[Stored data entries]
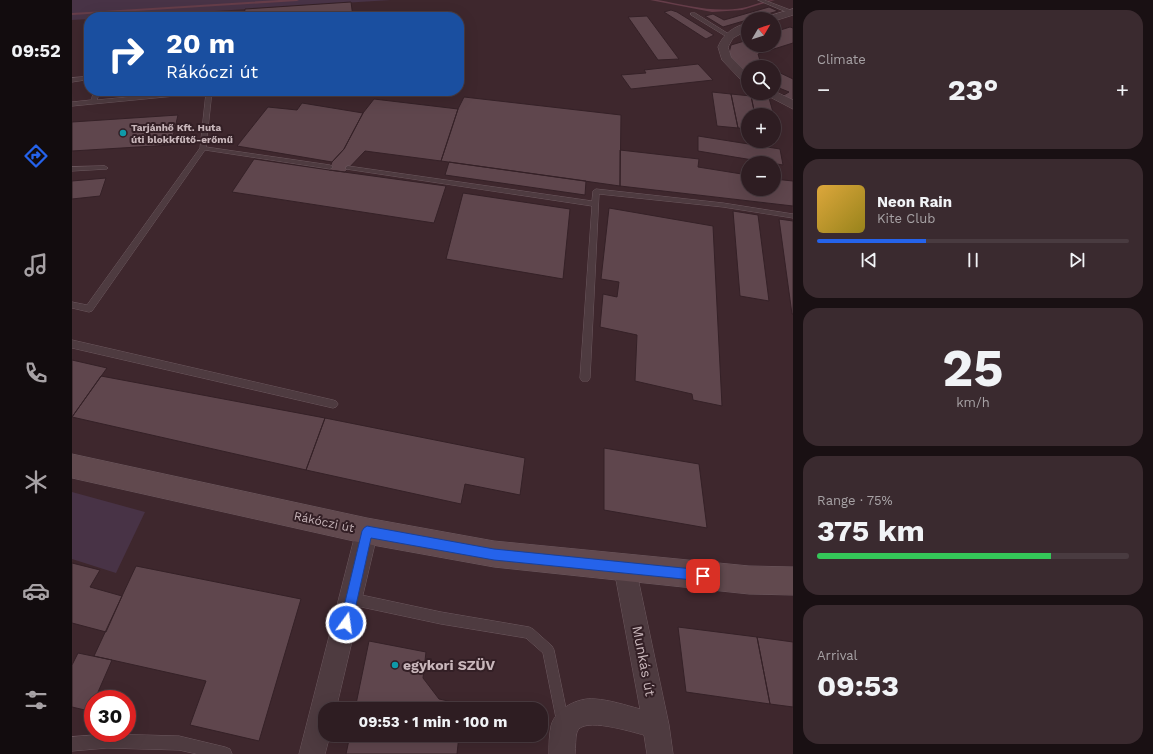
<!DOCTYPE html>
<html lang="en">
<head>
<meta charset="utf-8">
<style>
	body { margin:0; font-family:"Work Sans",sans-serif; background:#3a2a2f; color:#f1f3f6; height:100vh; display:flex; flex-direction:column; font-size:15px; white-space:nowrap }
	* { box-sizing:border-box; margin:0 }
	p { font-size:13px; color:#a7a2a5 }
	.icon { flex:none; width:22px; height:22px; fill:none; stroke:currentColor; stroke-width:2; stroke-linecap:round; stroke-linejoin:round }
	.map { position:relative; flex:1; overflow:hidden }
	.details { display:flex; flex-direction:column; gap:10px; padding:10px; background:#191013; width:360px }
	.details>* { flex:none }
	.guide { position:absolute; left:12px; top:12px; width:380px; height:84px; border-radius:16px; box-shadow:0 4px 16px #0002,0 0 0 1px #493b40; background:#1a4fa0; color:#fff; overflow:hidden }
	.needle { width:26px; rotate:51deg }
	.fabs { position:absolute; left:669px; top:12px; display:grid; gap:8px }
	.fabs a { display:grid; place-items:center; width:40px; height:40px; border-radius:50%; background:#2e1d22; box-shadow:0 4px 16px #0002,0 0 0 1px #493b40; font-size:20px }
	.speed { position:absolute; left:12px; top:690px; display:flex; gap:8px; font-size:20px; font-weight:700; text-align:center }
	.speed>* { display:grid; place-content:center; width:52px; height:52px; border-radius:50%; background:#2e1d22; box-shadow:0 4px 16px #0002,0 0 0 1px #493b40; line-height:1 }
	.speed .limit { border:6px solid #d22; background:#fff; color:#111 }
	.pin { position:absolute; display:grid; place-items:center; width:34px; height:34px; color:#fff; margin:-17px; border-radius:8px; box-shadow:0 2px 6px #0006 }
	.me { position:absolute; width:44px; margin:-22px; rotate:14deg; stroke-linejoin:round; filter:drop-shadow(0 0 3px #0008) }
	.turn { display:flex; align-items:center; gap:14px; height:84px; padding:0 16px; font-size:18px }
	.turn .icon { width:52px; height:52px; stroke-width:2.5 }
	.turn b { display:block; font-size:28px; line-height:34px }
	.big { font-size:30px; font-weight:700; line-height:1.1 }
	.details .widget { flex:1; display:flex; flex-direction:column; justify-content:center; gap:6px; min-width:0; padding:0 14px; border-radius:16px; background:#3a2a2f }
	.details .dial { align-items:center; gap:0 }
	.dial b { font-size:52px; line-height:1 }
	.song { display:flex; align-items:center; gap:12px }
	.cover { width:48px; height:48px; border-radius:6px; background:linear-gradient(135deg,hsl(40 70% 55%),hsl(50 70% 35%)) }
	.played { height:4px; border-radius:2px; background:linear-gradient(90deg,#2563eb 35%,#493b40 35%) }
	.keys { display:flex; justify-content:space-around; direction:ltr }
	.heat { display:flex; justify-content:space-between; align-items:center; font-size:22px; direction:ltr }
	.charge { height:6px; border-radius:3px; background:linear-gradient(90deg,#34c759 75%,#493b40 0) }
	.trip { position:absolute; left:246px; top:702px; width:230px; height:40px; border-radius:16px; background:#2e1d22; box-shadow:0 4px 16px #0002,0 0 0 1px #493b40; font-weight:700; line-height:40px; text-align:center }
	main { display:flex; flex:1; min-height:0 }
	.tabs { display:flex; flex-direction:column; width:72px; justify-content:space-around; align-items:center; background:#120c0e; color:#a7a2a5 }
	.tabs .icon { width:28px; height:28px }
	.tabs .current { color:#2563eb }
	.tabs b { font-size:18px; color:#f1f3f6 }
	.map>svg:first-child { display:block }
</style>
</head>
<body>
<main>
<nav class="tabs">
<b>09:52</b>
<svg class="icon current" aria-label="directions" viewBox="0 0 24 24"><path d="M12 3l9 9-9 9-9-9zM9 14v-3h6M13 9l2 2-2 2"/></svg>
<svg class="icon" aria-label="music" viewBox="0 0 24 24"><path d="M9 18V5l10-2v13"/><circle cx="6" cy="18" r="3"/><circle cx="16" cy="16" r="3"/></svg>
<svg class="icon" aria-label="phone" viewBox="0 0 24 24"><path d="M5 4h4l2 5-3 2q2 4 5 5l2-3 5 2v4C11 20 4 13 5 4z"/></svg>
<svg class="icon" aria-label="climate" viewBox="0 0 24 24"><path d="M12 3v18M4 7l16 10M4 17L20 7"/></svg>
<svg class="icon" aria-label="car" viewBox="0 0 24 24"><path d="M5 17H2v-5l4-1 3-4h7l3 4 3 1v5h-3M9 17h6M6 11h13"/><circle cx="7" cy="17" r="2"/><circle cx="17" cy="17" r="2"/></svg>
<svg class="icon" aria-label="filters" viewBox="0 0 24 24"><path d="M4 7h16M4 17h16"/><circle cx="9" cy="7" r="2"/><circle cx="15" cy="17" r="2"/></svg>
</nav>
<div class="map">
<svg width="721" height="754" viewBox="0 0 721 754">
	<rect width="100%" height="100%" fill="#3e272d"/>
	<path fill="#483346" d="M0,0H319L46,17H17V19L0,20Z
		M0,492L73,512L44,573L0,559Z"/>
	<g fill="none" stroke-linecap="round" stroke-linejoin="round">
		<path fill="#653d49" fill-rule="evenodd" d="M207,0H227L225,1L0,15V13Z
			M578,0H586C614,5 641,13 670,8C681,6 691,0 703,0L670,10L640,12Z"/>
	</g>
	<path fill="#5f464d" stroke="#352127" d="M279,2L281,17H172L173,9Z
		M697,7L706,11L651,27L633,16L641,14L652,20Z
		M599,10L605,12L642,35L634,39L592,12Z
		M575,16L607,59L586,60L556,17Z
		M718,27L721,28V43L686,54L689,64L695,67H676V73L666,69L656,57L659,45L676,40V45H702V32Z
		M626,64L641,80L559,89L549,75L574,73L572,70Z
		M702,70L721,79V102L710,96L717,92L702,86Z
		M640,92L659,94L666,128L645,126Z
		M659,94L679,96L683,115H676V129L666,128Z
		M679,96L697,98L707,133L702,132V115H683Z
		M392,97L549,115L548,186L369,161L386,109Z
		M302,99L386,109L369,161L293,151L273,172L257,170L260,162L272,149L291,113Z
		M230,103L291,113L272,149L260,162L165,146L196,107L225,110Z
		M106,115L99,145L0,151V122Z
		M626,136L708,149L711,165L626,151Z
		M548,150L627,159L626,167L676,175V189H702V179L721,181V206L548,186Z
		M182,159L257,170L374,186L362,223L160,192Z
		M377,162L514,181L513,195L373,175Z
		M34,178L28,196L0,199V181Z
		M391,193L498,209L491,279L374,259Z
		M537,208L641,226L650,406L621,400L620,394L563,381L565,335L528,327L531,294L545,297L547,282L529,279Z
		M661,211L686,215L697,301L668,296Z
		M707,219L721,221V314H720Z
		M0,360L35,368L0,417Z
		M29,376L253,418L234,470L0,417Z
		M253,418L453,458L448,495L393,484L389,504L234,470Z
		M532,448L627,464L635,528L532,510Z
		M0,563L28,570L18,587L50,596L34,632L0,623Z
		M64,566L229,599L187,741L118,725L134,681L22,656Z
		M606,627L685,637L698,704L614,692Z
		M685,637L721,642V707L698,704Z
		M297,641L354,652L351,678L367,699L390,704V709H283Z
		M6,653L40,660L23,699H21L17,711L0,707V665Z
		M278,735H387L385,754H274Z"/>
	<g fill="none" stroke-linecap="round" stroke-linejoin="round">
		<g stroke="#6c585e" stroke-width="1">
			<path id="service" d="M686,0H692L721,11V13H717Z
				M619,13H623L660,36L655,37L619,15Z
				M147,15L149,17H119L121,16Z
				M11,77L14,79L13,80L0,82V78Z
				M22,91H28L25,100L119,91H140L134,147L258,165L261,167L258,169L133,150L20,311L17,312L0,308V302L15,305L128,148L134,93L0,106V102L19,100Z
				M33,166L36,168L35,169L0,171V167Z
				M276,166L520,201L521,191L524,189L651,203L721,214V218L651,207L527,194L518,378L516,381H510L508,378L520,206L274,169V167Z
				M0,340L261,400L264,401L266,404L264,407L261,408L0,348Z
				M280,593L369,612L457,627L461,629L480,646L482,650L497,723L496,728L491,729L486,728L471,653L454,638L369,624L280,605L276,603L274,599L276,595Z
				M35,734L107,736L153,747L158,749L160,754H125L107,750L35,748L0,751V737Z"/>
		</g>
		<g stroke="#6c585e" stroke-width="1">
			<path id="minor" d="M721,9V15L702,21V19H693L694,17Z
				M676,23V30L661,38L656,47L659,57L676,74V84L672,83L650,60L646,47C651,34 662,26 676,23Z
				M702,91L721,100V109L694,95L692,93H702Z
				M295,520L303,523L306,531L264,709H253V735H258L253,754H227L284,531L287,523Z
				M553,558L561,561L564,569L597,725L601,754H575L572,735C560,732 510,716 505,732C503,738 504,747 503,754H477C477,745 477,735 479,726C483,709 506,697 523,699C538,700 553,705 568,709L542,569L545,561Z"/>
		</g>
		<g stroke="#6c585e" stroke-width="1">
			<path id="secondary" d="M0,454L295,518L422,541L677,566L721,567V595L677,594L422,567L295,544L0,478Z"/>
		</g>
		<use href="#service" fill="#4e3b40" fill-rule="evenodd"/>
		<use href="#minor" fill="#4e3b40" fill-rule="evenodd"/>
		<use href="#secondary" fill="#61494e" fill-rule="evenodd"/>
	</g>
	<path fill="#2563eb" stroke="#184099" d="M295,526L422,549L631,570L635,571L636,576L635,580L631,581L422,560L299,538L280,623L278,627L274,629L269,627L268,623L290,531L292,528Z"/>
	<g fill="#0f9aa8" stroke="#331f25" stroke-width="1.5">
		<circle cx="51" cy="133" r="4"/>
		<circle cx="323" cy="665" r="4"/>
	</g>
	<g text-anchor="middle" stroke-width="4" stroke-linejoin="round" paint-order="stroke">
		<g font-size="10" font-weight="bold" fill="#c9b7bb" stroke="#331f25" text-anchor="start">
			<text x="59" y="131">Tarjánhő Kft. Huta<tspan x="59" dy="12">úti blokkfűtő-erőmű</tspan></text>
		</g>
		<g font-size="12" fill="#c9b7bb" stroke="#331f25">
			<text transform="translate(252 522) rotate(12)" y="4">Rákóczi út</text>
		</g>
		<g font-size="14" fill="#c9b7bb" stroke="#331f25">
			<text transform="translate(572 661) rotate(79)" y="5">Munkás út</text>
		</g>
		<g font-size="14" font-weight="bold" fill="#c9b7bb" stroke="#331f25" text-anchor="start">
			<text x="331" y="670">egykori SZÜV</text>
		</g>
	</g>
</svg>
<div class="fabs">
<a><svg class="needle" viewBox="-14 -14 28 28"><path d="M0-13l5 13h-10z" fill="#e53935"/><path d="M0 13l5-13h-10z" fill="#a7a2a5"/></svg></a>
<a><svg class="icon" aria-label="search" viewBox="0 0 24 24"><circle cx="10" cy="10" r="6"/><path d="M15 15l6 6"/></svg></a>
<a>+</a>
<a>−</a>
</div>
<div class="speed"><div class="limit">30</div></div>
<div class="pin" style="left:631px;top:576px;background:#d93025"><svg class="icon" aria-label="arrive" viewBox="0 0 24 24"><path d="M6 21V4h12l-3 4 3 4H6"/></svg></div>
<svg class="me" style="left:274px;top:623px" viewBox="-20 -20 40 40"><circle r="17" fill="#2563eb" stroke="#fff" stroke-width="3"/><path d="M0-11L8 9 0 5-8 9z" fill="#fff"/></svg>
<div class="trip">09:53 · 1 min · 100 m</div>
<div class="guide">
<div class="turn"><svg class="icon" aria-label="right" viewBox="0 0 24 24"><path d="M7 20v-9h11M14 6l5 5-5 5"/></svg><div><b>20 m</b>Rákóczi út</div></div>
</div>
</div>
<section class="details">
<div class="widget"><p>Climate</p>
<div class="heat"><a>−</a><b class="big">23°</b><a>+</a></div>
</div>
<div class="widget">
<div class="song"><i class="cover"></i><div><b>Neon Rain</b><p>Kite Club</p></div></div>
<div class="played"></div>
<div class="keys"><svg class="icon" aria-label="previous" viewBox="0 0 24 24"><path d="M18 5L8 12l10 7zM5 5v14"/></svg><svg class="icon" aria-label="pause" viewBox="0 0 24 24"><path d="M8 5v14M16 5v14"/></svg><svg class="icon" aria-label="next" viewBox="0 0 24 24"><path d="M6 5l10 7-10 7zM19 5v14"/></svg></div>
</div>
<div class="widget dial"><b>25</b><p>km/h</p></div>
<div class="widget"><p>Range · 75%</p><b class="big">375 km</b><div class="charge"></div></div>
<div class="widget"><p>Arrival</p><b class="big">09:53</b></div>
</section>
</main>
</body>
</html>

▶ [Work task]
Every line in the data that holds the string "linejoin" should be copied.

▶ [Response area]
	.icon { flex:none; width:22px; height:22px; fill:none; stroke:currentColor; stroke-width:2; stroke-linecap:round; stroke-linejoin:round }
	.me { position:absolute; width:44px; margin:-22px; rotate:14deg; stroke-linejoin:round; filter:drop-shadow(0 0 3px #0008) }
	<g fill="none" stroke-linecap="round" stroke-linejoin="round">
	<g fill="none" stroke-linecap="round" stroke-linejoin="round">
	<g text-anchor="middle" stroke-width="4" stroke-linejoin="round" paint-order="stroke">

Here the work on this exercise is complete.